- **Data records**
----------

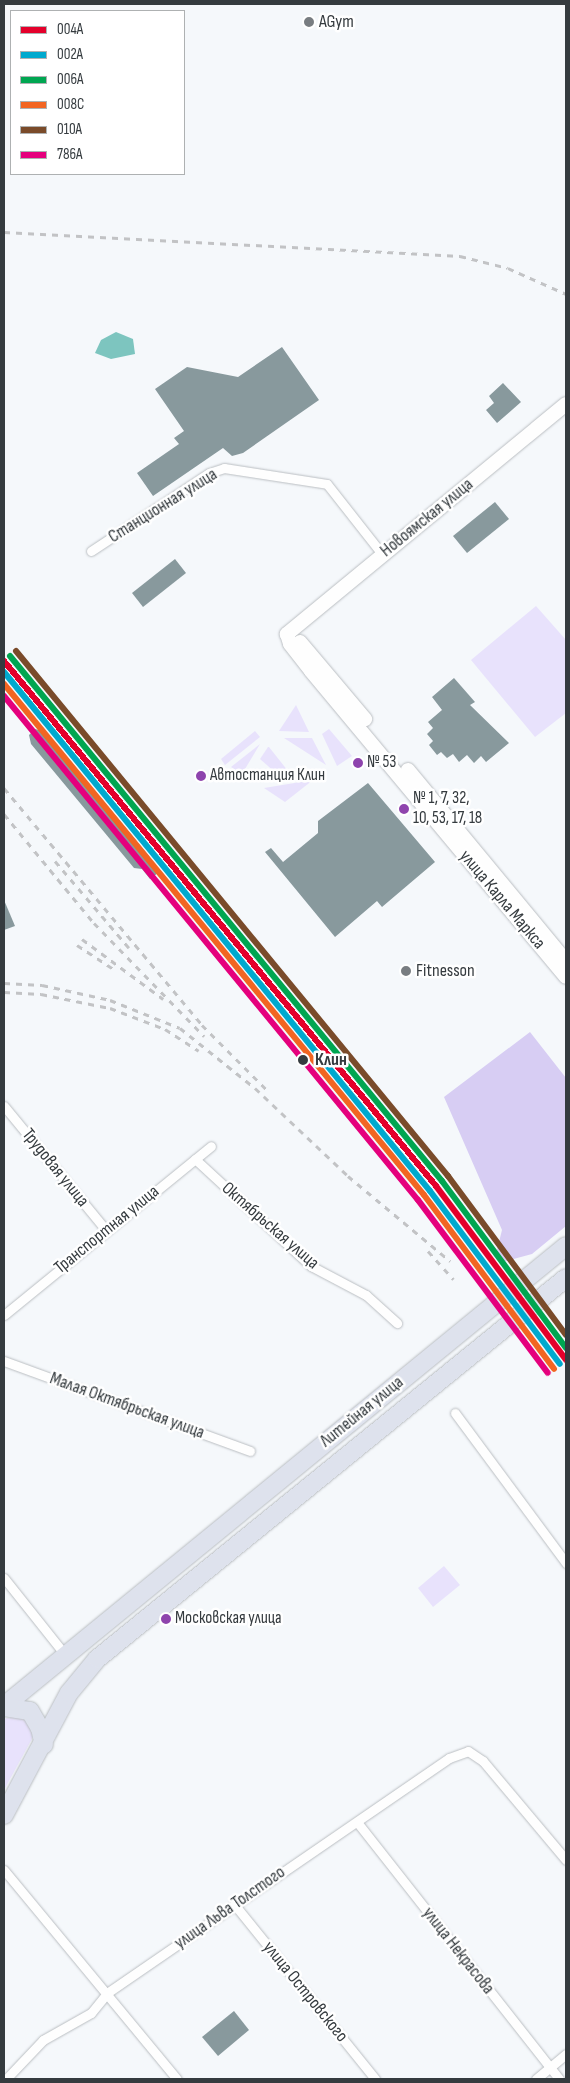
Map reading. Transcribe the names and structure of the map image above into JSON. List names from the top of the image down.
{
  "streets": {
    "highway": ["Литейная улица"],
    "street": [
      "Станционная улица",
      "Новоямская улица",
      "улица Карла Маркса",
      "Трудовая улица",
      "Октябрьская улица",
      "Транспортная улица",
      "Малая Октябрьская улица",
      "улица Льва Толстого",
      "улица Некрасова",
      "улица Островского"
    ]
  },
  "crossings": [
    ["Станционная улица", "Новоямская улица"],
    ["Новоямская улица", "улица Карла Маркса"],
    ["Трудовая улица", "Транспортная улица"],
    ["Октябрьская улица", "Транспортная улица"],
    ["улица Льва Толстого", "улица Некрасова"],
    ["улица Льва Толстого", "улица Островского"]
  ],
  "places": [
    "AGym",
    "№ 53",
    "Автостанция Клин",
    "№ 1, 7, 32, 10, 53, 17, 18",
    "Fitnesson",
    "Клин",
    "Московская улица"
  ],
  "lines": [
    "transit line 010А",
    "transit line 006А",
    "transit line 004А",
    "transit line 002А",
    "transit line 008С",
    "transit line 786А"
  ],
  "legend": [
    "004А",
    "002А",
    "006А",
    "008С",
    "010А",
    "786А"
  ]
}
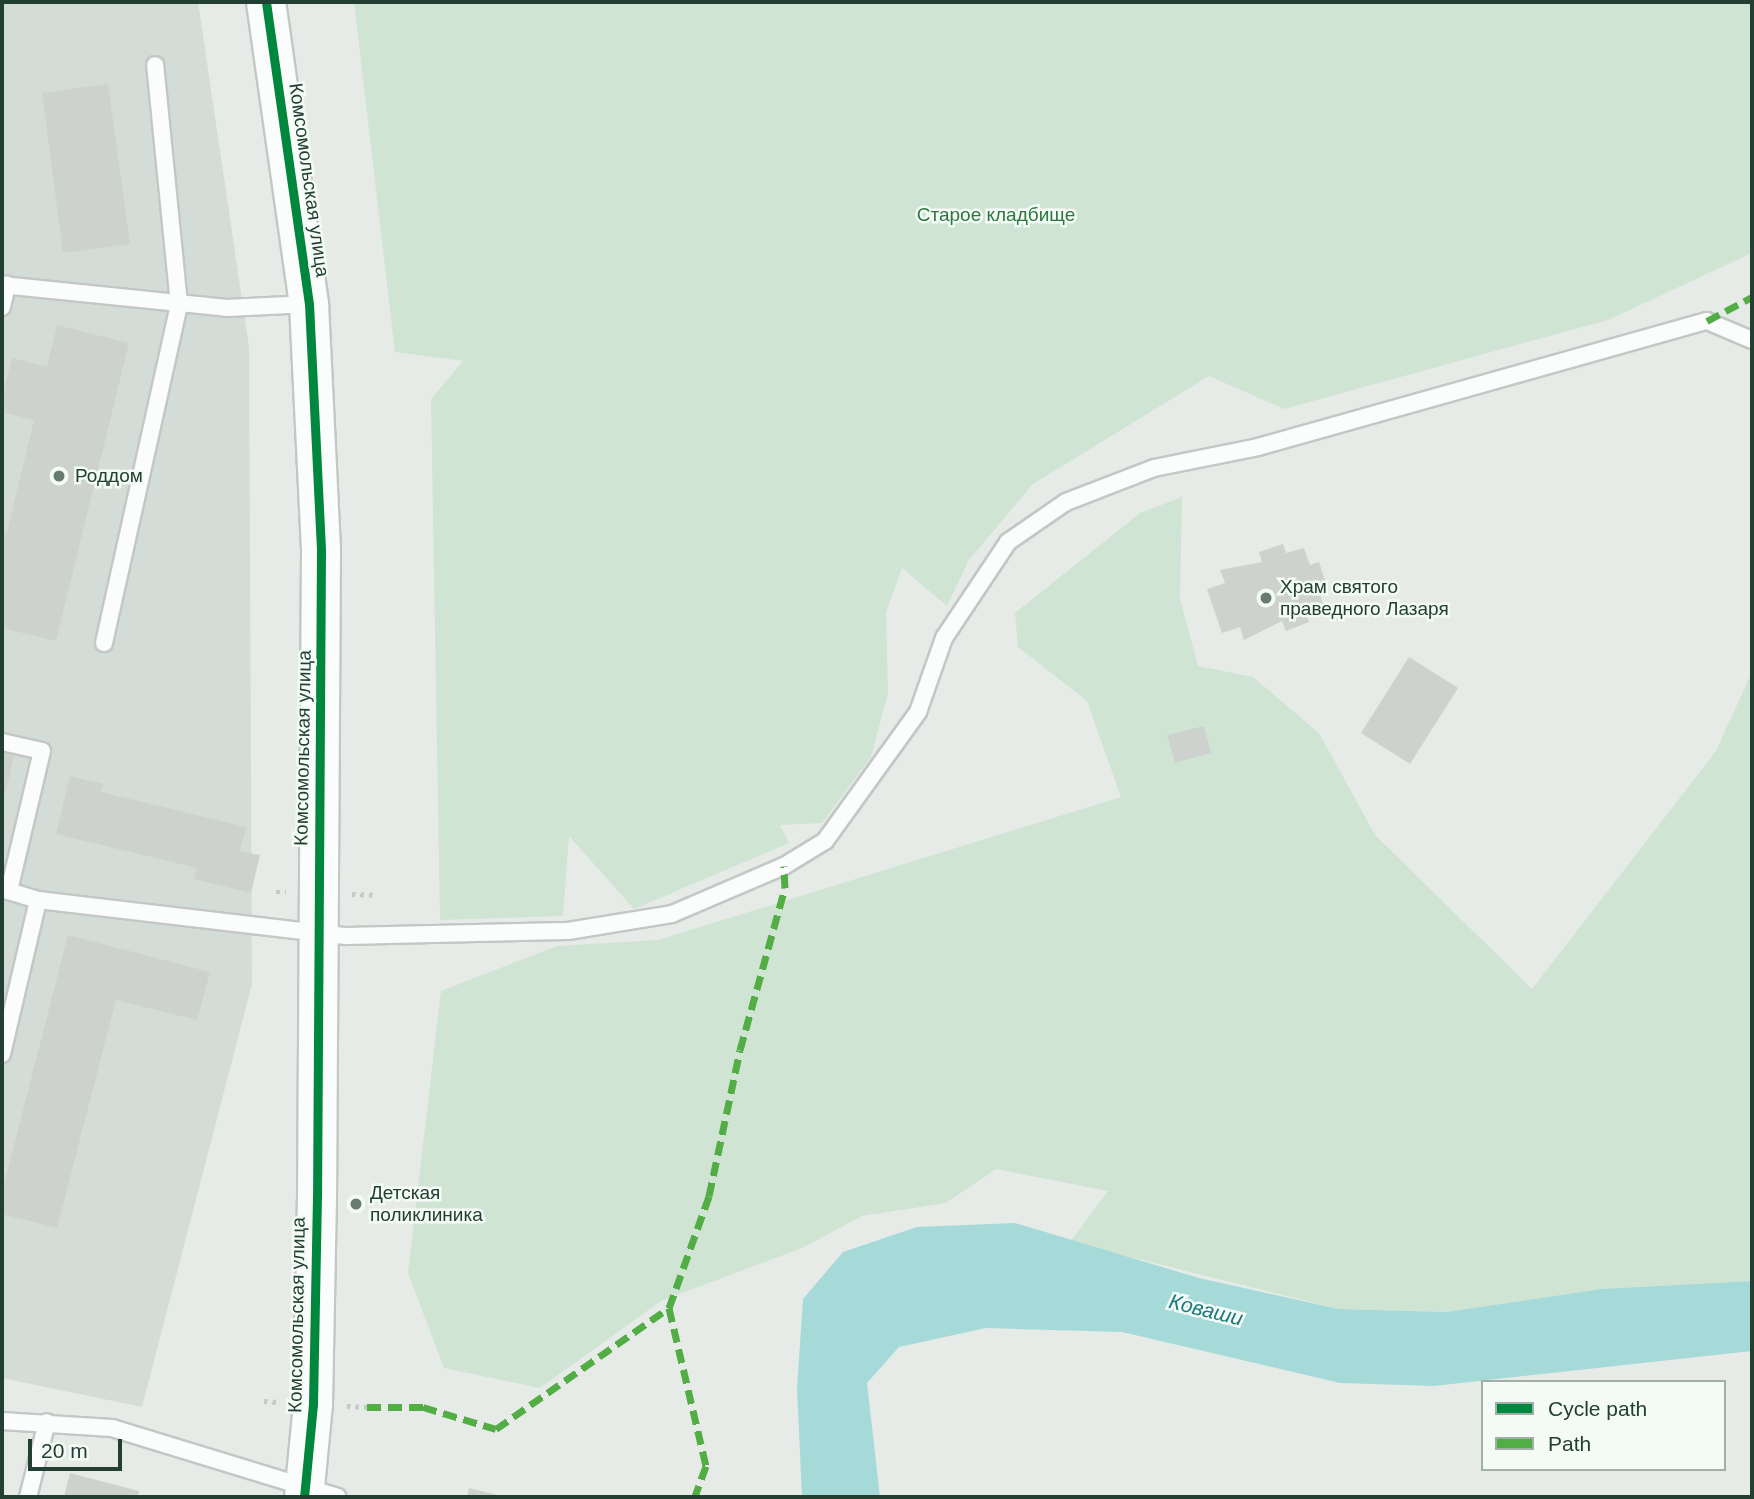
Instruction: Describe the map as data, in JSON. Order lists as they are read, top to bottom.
{
  "streets": {
    "street": ["Комсомольская улица"]
  },
  "water": ["Коваши"],
  "parks": ["Старое кладбище"],
  "places": ["Роддом", "Храм святого праведного Лазаря", "Детская поликлиника"],
  "legend": ["Cycle path", "Path"],
  "scale_bar": "20 m"
}
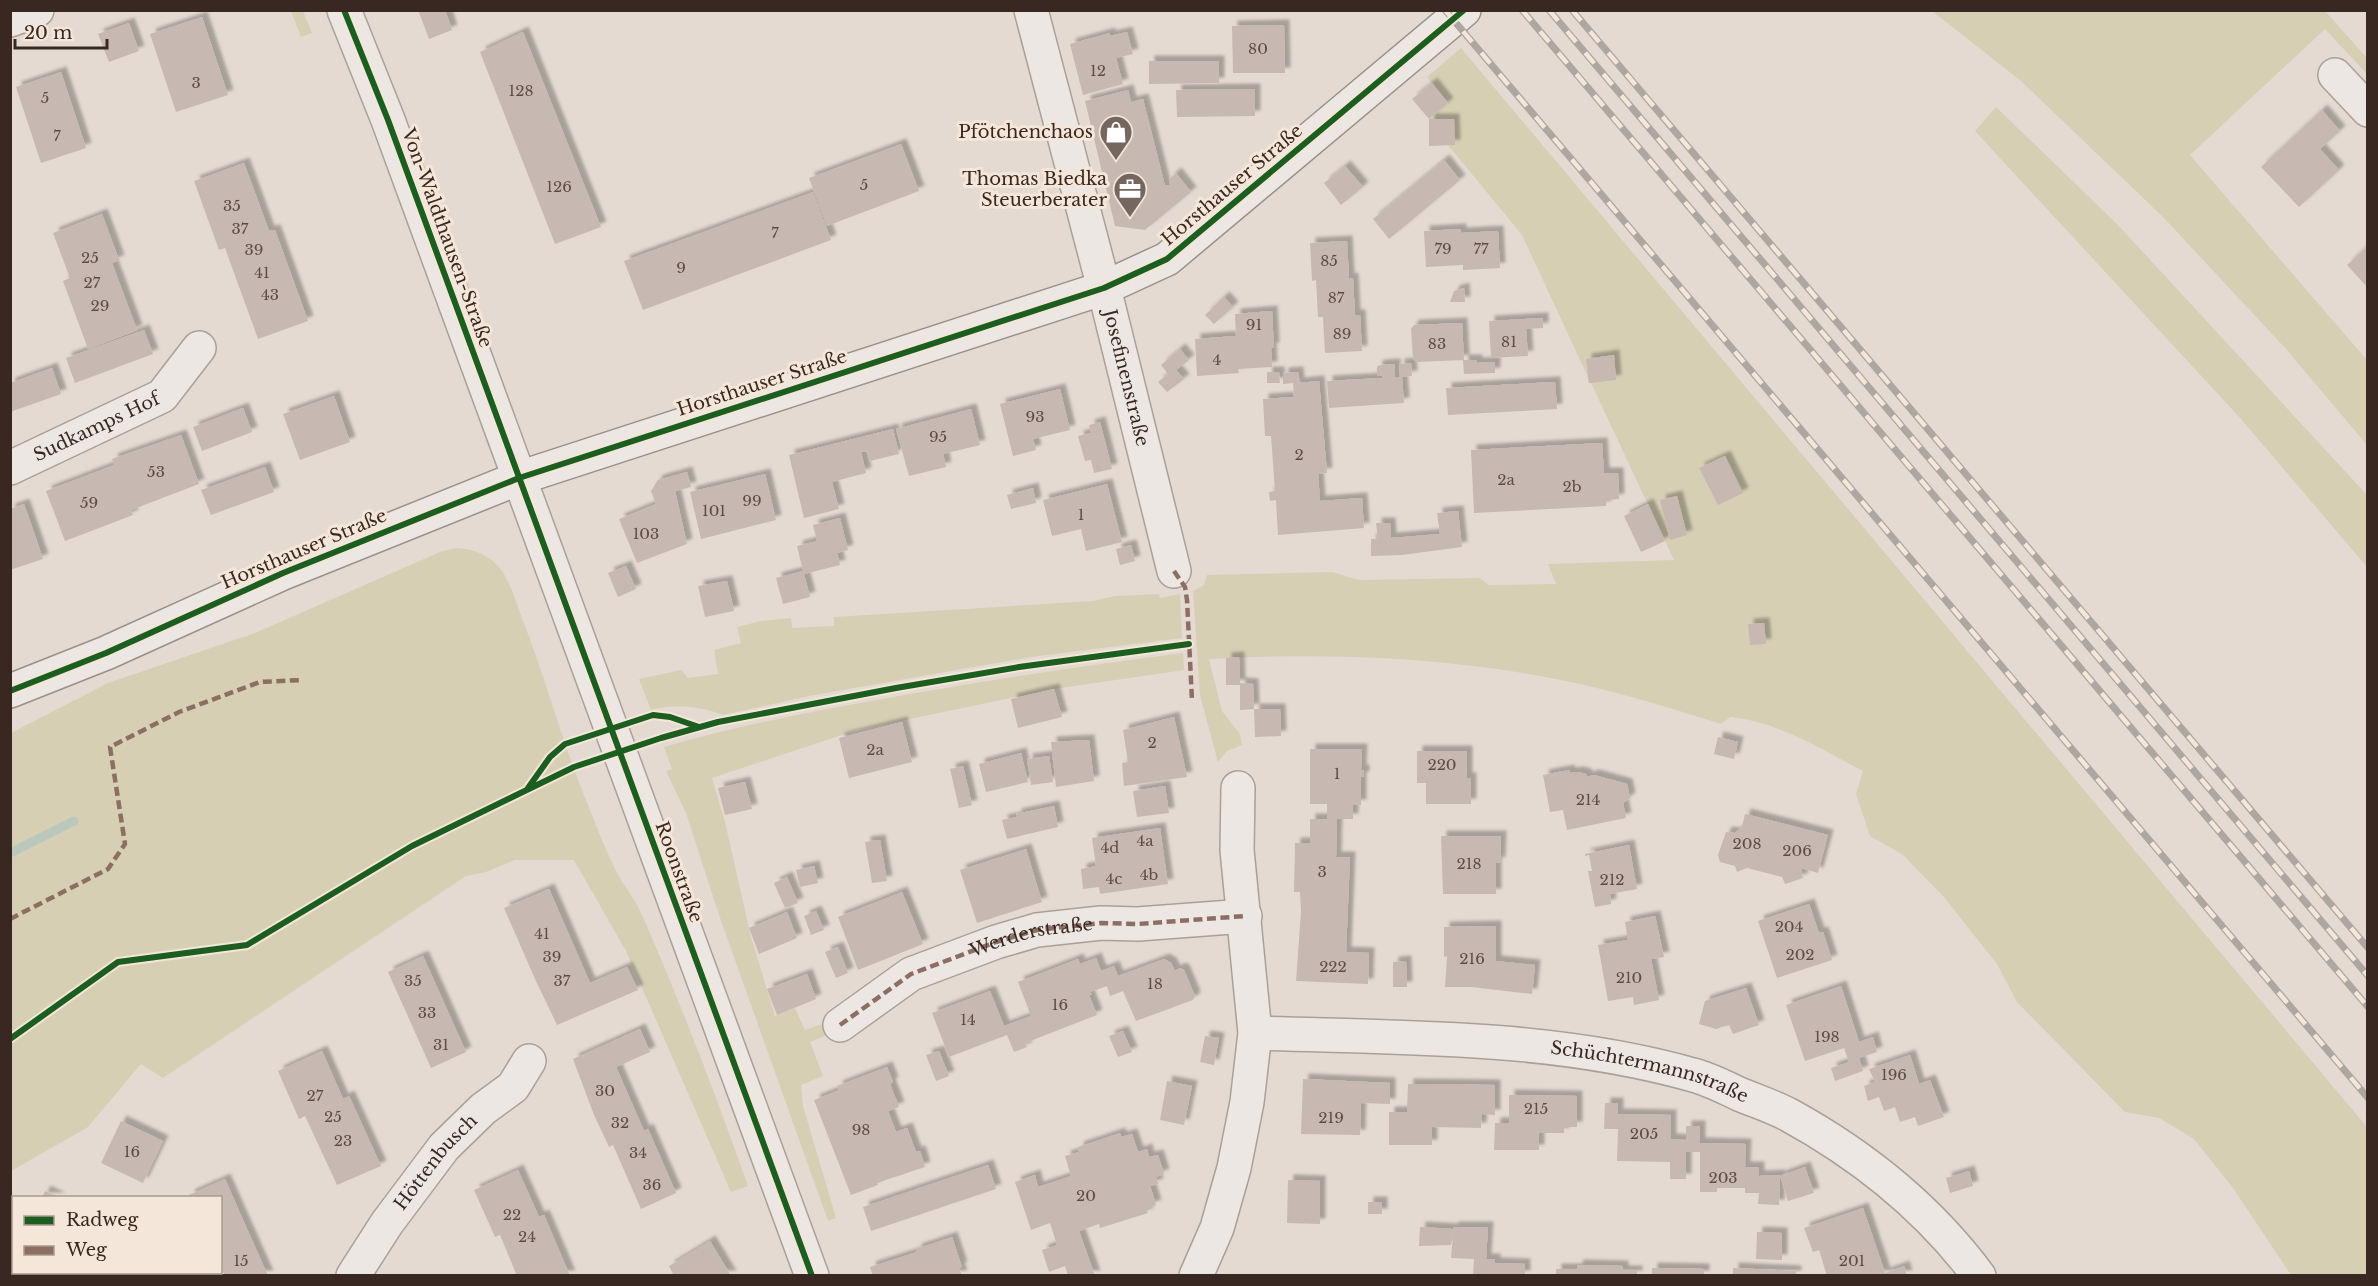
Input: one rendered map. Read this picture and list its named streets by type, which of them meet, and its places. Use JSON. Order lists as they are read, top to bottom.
{
  "streets": {
    "street": [
      "Horsthauser Straße",
      "Von-Waldthausen-Straße",
      "Josefinenstraße",
      "Sudkamps Hof",
      "Roonstraße",
      "Werderstraße",
      "Schüchtermannstraße",
      "Höttenbusch"
    ]
  },
  "crossings": [
    ["Horsthauser Straße", "Von-Waldthausen-Straße"],
    ["Horsthauser Straße", "Josefinenstraße"],
    ["Horsthauser Straße", "Roonstraße"],
    ["Von-Waldthausen-Straße", "Roonstraße"]
  ],
  "places": {
    "shop": ["Pfötchenchaos"],
    "office": ["Thomas Biedka Steuerberater"]
  },
  "house_numbers": [
    "80",
    "12",
    "3",
    "128",
    "5",
    "7",
    "5",
    "126",
    "35",
    "37",
    "7",
    "79",
    "77",
    "39",
    "25",
    "85",
    "9",
    "41",
    "27",
    "43",
    "87",
    "29",
    "91",
    "89",
    "81",
    "83",
    "4",
    "93",
    "95",
    "2",
    "53",
    "2a",
    "2b",
    "99",
    "59",
    "101",
    "1",
    "103",
    "2",
    "2a",
    "220",
    "1",
    "214",
    "4a",
    "208",
    "4d",
    "206",
    "218",
    "3",
    "4b",
    "4c",
    "212",
    "204",
    "41",
    "202",
    "39",
    "216",
    "222",
    "210",
    "35",
    "37",
    "18",
    "16",
    "33",
    "14",
    "198",
    "31",
    "196",
    "30",
    "27",
    "215",
    "25",
    "219",
    "32",
    "98",
    "205",
    "23",
    "16",
    "34",
    "203",
    "36",
    "20",
    "22",
    "24",
    "15",
    "201"
  ],
  "legend": ["Radweg", "Weg"],
  "scale_bar": "20 m"
}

----------

- **Exercise objective**
Everything in the listing above except the pictures should be duplicated exactly.

- **Answer to this task**
Map reading. Transcribe the names and structure of the map image above into JSON. List names from the top of the image down.
{
  "streets": {
    "highway": ["Литейная улица"],
    "street": [
      "Станционная улица",
      "Новоямская улица",
      "улица Карла Маркса",
      "Трудовая улица",
      "Октябрьская улица",
      "Транспортная улица",
      "Малая Октябрьская улица",
      "улица Льва Толстого",
      "улица Некрасова",
      "улица Островского"
    ]
  },
  "crossings": [
    ["Станционная улица", "Новоямская улица"],
    ["Новоямская улица", "улица Карла Маркса"],
    ["Трудовая улица", "Транспортная улица"],
    ["Октябрьская улица", "Транспортная улица"],
    ["улица Льва Толстого", "улица Некрасова"],
    ["улица Льва Толстого", "улица Островского"]
  ],
  "places": [
    "AGym",
    "№ 53",
    "Автостанция Клин",
    "№ 1, 7, 32, 10, 53, 17, 18",
    "Fitnesson",
    "Клин",
    "Московская улица"
  ],
  "lines": [
    "transit line 010А",
    "transit line 006А",
    "transit line 004А",
    "transit line 002А",
    "transit line 008С",
    "transit line 786А"
  ],
  "legend": [
    "004А",
    "002А",
    "006А",
    "008С",
    "010А",
    "786А"
  ]
}
Instruction: Describe the map as data, in JSON. Order lists as they are read, top to bottom.
{
  "streets": {
    "street": ["Комсомольская улица"]
  },
  "water": ["Коваши"],
  "parks": ["Старое кладбище"],
  "places": ["Роддом", "Храм святого праведного Лазаря", "Детская поликлиника"],
  "legend": ["Cycle path", "Path"],
  "scale_bar": "20 m"
}
Input: one rendered map. Read this picture and list its named streets by type, which of them meet, and its places. Use JSON. Order lists as they are read, top to bottom.
{
  "streets": {
    "street": [
      "Horsthauser Straße",
      "Von-Waldthausen-Straße",
      "Josefinenstraße",
      "Sudkamps Hof",
      "Roonstraße",
      "Werderstraße",
      "Schüchtermannstraße",
      "Höttenbusch"
    ]
  },
  "crossings": [
    ["Horsthauser Straße", "Von-Waldthausen-Straße"],
    ["Horsthauser Straße", "Josefinenstraße"],
    ["Horsthauser Straße", "Roonstraße"],
    ["Von-Waldthausen-Straße", "Roonstraße"]
  ],
  "places": {
    "shop": ["Pfötchenchaos"],
    "office": ["Thomas Biedka Steuerberater"]
  },
  "house_numbers": [
    "80",
    "12",
    "3",
    "128",
    "5",
    "7",
    "5",
    "126",
    "35",
    "37",
    "7",
    "79",
    "77",
    "39",
    "25",
    "85",
    "9",
    "41",
    "27",
    "43",
    "87",
    "29",
    "91",
    "89",
    "81",
    "83",
    "4",
    "93",
    "95",
    "2",
    "53",
    "2a",
    "2b",
    "99",
    "59",
    "101",
    "1",
    "103",
    "2",
    "2a",
    "220",
    "1",
    "214",
    "4a",
    "208",
    "4d",
    "206",
    "218",
    "3",
    "4b",
    "4c",
    "212",
    "204",
    "41",
    "202",
    "39",
    "216",
    "222",
    "210",
    "35",
    "37",
    "18",
    "16",
    "33",
    "14",
    "198",
    "31",
    "196",
    "30",
    "27",
    "215",
    "25",
    "219",
    "32",
    "98",
    "205",
    "23",
    "16",
    "34",
    "203",
    "36",
    "20",
    "22",
    "24",
    "15",
    "201"
  ],
  "legend": ["Radweg", "Weg"],
  "scale_bar": "20 m"
}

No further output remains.